Croatie-Turquie, les clés du match
EURO2008•Le deuxième quart de finale de cet Euro 2008 oppose deux outsiders. Tour d’horizon des duels à suivre…Antoine Maes (à Vienne)
Deux grosses cotes au parcours différent. Turcs et Croates s’affrontent demain à Vienne pour une place en demi-finale. Si les hommes de Slaven Bilic ont bouclé leur phase de poule en gagnant leurs trois matchs, ceux de Fatih Terim sont passés par un trou de souris en signant l’exploit de la compétition face aux Tchèques (0-2, puis 3-2). 20minutes.fr scrute ces un-contre-un qui seront décisifs.
Servet/Olic
Servet Cetin, la tour de contrôle (1m91) de la défense turque, va avoir du boulot. Sa grande taille ne devrait lui être d’aucune utilité face au jeu court des Croates. Face à lui, il trouvera le très remuant Ivica Olic.

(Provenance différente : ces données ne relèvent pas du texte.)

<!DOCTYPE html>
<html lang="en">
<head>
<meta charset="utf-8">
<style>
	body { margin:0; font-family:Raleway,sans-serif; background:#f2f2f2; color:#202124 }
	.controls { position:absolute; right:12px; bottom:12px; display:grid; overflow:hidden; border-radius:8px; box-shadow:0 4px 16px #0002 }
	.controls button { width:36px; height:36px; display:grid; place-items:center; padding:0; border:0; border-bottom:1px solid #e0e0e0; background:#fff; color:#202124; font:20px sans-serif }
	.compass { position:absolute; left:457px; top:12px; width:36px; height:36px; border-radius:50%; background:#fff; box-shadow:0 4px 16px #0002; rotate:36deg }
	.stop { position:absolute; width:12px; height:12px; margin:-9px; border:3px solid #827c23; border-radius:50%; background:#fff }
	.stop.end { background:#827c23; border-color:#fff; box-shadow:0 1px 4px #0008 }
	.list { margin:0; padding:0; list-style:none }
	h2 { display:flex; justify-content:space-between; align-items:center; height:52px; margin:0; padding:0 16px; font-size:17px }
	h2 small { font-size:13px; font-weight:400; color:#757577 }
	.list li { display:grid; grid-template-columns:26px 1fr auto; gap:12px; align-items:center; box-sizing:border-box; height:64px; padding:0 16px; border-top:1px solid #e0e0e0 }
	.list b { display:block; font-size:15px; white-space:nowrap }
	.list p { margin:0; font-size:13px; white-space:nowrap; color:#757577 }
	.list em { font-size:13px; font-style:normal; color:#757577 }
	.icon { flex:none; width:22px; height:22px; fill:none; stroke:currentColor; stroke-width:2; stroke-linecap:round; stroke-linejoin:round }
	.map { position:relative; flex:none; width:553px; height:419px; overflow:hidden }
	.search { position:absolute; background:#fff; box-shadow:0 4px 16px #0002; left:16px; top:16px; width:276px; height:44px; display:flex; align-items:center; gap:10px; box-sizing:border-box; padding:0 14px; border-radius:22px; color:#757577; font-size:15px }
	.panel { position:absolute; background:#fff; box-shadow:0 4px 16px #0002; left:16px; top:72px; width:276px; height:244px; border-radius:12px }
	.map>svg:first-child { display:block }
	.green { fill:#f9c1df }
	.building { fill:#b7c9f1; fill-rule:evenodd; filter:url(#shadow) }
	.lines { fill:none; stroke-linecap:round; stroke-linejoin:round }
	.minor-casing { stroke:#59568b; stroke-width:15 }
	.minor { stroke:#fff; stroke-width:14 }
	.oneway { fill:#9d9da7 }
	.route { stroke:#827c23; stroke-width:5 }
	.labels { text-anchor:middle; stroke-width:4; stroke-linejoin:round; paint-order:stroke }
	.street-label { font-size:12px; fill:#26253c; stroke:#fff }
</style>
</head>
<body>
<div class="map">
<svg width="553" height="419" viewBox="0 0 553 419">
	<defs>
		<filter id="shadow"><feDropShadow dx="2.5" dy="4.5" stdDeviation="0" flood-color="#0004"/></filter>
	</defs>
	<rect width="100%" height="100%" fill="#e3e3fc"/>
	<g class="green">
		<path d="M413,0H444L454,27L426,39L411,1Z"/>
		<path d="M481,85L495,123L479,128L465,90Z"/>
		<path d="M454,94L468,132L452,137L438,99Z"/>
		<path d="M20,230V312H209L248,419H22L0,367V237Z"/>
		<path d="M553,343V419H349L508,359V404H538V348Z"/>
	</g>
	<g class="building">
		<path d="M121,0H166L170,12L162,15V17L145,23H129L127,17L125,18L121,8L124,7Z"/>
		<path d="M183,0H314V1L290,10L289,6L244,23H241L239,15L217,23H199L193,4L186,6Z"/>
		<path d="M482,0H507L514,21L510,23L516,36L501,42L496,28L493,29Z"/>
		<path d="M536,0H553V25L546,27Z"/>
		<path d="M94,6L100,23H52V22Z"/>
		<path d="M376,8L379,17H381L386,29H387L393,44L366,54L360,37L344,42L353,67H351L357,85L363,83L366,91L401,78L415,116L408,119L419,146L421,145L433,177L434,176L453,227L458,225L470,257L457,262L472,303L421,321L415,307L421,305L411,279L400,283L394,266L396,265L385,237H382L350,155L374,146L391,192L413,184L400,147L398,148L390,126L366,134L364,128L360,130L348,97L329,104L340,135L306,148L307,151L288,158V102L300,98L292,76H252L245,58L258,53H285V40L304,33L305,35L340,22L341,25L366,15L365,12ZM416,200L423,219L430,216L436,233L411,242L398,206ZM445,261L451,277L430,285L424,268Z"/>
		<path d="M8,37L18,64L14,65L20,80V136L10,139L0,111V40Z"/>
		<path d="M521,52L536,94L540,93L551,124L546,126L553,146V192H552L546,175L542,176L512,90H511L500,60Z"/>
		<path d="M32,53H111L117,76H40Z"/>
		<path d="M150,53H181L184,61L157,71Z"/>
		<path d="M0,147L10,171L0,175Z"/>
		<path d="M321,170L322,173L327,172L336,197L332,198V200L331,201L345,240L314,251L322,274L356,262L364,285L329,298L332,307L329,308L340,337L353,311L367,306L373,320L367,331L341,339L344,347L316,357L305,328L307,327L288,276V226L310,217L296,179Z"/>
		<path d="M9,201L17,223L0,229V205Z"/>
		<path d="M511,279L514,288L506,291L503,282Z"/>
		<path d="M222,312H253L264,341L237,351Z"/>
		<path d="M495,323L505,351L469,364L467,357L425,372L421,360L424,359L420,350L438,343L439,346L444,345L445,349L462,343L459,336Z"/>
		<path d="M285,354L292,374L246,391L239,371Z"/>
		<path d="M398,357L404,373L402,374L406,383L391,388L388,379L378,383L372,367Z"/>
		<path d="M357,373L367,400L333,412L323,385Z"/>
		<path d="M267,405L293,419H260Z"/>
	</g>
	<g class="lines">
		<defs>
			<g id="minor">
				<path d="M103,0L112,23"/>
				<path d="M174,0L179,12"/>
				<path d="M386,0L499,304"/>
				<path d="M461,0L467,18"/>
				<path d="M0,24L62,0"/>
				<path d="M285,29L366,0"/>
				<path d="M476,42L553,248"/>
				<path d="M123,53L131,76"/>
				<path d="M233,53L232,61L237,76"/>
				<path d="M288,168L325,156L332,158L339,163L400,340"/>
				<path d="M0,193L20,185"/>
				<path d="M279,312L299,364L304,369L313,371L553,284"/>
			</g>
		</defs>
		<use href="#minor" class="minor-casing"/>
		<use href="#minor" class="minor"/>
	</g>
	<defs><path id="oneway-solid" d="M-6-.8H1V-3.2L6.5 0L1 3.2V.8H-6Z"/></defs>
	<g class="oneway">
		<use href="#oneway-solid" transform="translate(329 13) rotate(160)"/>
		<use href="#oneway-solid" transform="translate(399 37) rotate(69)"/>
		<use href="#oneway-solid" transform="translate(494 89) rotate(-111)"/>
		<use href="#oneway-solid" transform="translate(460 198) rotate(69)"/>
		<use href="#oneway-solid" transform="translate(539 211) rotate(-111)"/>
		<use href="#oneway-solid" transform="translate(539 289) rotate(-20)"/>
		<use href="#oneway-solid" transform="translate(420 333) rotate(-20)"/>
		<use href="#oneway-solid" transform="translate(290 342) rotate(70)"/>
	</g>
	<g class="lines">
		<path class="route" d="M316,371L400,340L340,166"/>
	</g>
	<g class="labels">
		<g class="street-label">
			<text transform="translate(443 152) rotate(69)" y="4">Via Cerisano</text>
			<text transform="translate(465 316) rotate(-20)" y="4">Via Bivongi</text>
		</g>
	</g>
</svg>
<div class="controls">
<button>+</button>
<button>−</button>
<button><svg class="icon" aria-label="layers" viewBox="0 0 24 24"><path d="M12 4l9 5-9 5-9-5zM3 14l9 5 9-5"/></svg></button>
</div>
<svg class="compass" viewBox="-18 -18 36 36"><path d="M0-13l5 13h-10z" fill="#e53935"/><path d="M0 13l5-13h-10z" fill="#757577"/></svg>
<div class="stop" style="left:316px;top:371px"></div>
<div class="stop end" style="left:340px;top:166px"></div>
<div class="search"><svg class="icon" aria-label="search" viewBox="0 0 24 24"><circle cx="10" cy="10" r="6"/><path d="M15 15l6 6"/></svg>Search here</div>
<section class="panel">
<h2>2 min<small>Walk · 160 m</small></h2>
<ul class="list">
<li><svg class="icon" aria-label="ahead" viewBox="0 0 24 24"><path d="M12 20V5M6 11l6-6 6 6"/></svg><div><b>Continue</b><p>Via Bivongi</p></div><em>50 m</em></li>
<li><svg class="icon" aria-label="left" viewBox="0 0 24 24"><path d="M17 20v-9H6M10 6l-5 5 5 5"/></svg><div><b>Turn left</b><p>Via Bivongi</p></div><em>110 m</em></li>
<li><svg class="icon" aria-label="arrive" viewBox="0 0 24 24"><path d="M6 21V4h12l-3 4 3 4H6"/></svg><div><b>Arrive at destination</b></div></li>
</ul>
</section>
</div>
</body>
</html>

Le seul attaquant de pointe de Slaven Bilic est un poison qui rôde sans cesse dans la surface de réparation adverse. Si le défenseur turc parvient à empêcher l’attaquant de Hambourg à installer son jeu tout en remise, alors il pourrait bien du même coup annihiler une bonne partie des options croates.
Topal/Modric
Peut-être le duel le plus important. Parce que Luka Modric est le patron du jeu croate, et que personne dans ce tournoi n’a encore trouvé le moyen de le freiner. Le milieu de terrain défensif turc sait qu’une bonne partie des espoirs de son équipe repose sur lui. Tiendra-t-il le choc? Titulaire pour la première fois contre les Tchèques (3-2), il ne compte que six sélections. L’effet de surprise jouera peut-être pour lui.
Nihat/R. Kovac
Si la Turquie a signé le meilleur scénario de la compétition contre les Tchèques, elle le doit en grande partie à Nihat. L’attaquant de Villarreal, 18 buts en Liga cette saison avec Villarreal, est l’âme de l’équipe. Redoutable buteur, il ne laissera pas passer autant d’opportunités que les Gomez, Linz ou Zewlakow, les derniers dont a dû s’occuper Robert Kovac. Le solide défenseur central croate n’a pas encore passé de test d’envergure dans cette compétition. Avec presque 400 matchs pros derrière lui, le frère de Niko Kovac a du métier.
Terim/Bilic
Le 4e arbitre devrait porter un casque bleu. Car en proposant ce duel, l’Euro s’est offert l’affrontement des deux entraîneurs les plus chauds du moment. Chemise ouverte sur le torse, bronzage «made in Antalya», Fatih Terim sera à trois mètres de Slaven Bilic, tronche de rockeur, cernes jusqu’aux genoux et boucle à l’oreille gauche. Si le Turc est un pro du coaching, comme face aux Tchèques, le Croate est du genre à vous décortiquer le jeu de l’adversaire, comme l’a montré la victoire face à l’Allemagne. Poker ou échec, choisissez votre camp.